Staffers for California’s Democratic Senators Barbara Boxer and Dianne Feinstein were no doubt nonplussed to discover that their bosses had been praised by the Tea Party on Monday. It’s all of a piece of the political bizarro world in which space policy has been immersed for the last year and a half, ever since the Obama administration canceled the disastrous Constellation program in favor of a more commercial approach, and the response of many supposed conservatives in Congress was to demand a “public option.”
So, how did the two senators earn the support of the Florida Tea Partiers?
As part of the final Continuing Resolution to fund the government through the end of the fiscal year, Congress, at the behest of space state Senators (Utah, Florida, Texas and Alabama), included an earmark of almost $2 billion dollars for a new heavy lift vehicle, which was supposed to use existing Shuttle and Constellation contracts and contractors. Specifically (among other features, or bugs, depending on one’s point of view), it was intended to use Shuttle solid rocket motors, manufactured in Republican Sen. Orrin Hatch’s Utah by ATK.
But a fly entered the senatorial ointment. Late last year, Aerojet General, the smallest of the big three propulsion companies, declared its intention to pursue the first-stage engine business, and threatened to sue NASA to force it to open the planned sole-source contract to ATK to competition.
Now enter the California senators. It is actually unusual for the California congressional delegation to pay much attention to space policy, despite the large amount of space industry in the state; traditionally, they have either taken it for granted, or ignored it entirely (for instance, there were few complaints back in the nineties when NASA moved a lot of Shuttle-related work from southern California to Texas and Florida). But Aerojet is based in Sacramento, the capital of the state, and apparently the company persuaded its senators, Boxer and Feinstein, to weigh in on its behalf. Late last month, they sent a letter to NASA administrator Charles Bolden, asking him to open up the propulsion contract to competition:
These words were music to the ears of both the Competitive Space Task Force (full disclosure: of which I am chairman) and Tea Party in Space, a Florida-based group that promotes a vigorous but fiscally responsible space program (something exactly the opposite of what those who make space policy on the Hill seem to want). Hence, Monday’s press release lauding the two senators’ action.

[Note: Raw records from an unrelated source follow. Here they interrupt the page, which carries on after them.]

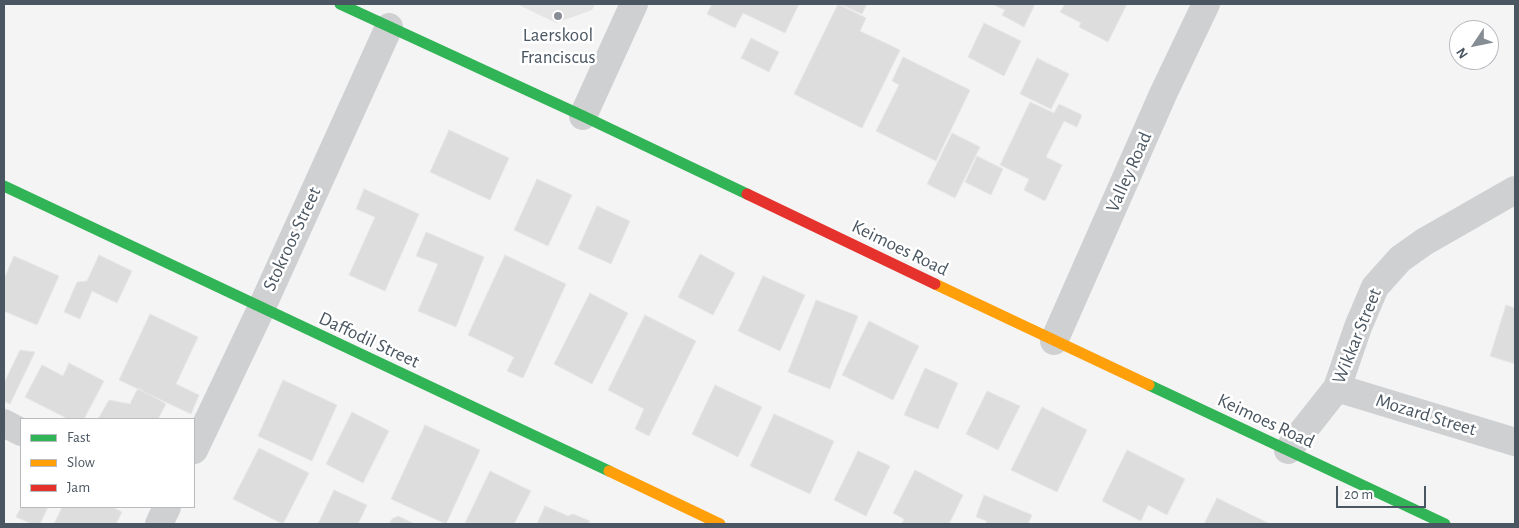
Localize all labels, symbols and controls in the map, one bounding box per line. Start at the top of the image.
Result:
marker: Laerskool Franciscus [552,10,564,22]
north arrow [1449,20,1499,70]
place label: Laerskool Franciscus [521,24,595,68]
text: N [1454,45,1471,61]
street label: Valley Road [1101,128,1157,216]
street label: Stokroos Street [258,183,326,295]
street label: Keimoes Road [848,215,952,281]
street label: Wikkar Street [1327,285,1387,387]
street label: Daffodil Street [315,307,423,373]
street label: Keimoes Road [1214,389,1318,453]
street label: Mozard Street [1373,389,1479,441]
legend [20,418,195,508]
text: Fast [67,430,90,445]
text: Slow [67,455,95,470]
scale bar [1339,476,1429,508]
text: Jam [67,480,90,495]
text: 20 m [1344,487,1373,502]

Interestingly and ironically, it sets up a potential battle in the upper chamber over space policy, in which the Democratic senators from California are fighting for a competitive approach (in the interest, of course, of their own home state contractor), against a “conservative” Republican senator from Utah who insists on a wasteful, sole-source pork-based one in the interest of his state.
Which all goes to show (as we’ve seen for the last year and a half) that space policy is truly non-partisan, and non-ideological, and it is driven primarily by rent seeking, not a desire to open up space to humanity. As long as space policy remains unimportant, it will continue to be subject to the petty politics of those whose states and districts benefit from the jobs created, even as wealth is destroyed. But the good news is that this may delay things sufficiently long that an expensive, unnecessary rocket never gets built at all.